Before his historic voyages, Columbus had some 37 years of practical experience in seamanship, beginning on trading voyages at the age of 14, first along the Italian coast, and then to Marseilles and Tunis. Shipwrecked while on a voyage to Flanders and England, he landed penniless in Lisbon, Portugal, then the main European center of overseas exploration. Possibly he became involved here in selling navigation charts with his brother. He also continued his passage on mercantile trips to Iceland, Ireland, Madeira and West Africa.

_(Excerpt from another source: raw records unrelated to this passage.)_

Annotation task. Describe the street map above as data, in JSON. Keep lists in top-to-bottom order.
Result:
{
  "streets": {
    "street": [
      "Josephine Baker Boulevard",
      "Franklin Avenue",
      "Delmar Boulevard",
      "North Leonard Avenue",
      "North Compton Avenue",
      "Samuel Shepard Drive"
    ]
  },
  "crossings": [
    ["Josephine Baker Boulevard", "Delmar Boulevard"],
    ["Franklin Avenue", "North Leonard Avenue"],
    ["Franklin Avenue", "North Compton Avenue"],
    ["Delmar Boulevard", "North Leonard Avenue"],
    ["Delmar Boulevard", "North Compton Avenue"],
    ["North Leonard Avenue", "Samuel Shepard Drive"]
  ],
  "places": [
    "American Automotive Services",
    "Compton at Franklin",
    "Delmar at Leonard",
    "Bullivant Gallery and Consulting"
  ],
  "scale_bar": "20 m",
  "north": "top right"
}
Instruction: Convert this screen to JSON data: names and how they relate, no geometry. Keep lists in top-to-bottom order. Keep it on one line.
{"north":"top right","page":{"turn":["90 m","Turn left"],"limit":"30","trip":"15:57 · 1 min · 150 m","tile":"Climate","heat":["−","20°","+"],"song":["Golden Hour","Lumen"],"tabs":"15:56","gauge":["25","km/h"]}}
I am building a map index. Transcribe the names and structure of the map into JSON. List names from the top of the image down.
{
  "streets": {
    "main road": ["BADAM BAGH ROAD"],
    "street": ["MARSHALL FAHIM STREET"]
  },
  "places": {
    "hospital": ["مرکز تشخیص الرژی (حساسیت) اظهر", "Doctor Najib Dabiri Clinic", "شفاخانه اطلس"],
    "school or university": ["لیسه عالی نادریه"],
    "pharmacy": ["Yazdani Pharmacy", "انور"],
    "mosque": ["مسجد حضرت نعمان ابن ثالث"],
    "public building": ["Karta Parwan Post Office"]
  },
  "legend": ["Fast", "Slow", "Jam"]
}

Columbus’ original agreement with the Spanish Crown for his 1492 voyage enabled him to “discover islands and mainland in the Ocean Sea”, the “island” and “mainland” referring to Cipangu and Cathay – Marco Polo’s names for Japan and China. As the world already was accepted as round and there was no knowledge of intervening continent, Columbus’ proposal was deemed quite reasonable and based on respectable authority. But Columbus calculations were based on Marco Polo’s overestimate of the east-west area of Asia and on Ptolemy’s underestimate of the circumference of the globe – hence setting the distance to the orient at 3000 nautical miles rather than at the actual distance of 10,000 nautical miles. Thus when Columbus landed on the Bahamian cay of San Salvador in October 1492, he erroneously regarded the island as and outlying Japanese island. To the end of his days Columbus persisted in his misapprehension. On his fourth and last voyage he explored the western reaches of the Caribbean Sea in search of the Malayan peninsula and India. His characteristic stubbornness and sense of divine guidance led him to reject all contradictory evidence.
Regardless of these errors, Columbus was an able sea commander, a courageous explorer and a creative geographical theorist. But his greatest skill was an unerringly accurate navigator. In spite of his very conservative navigation techniques, using only the simplest type of celestial navigation, he possessed an uncanny sense of dead reckoning which always led him directly to any place he had once visited. For example, on his third voyage, he sailed directly from the Venezuela coasts to the new Spanish settlement on Hispaniola.
Like most of the other early European explorers, Columbus was an adventure in obsessive search for gold. In his last years in Spain, Columbus enjoyed a substantial income from his West Indian discoveries, along with a tarnished reputation. He died in Valladolid in relative obscurity, and it remained to his illegitimate younger son Fernando to rescue his reputation and to raise Columbus to legendary status.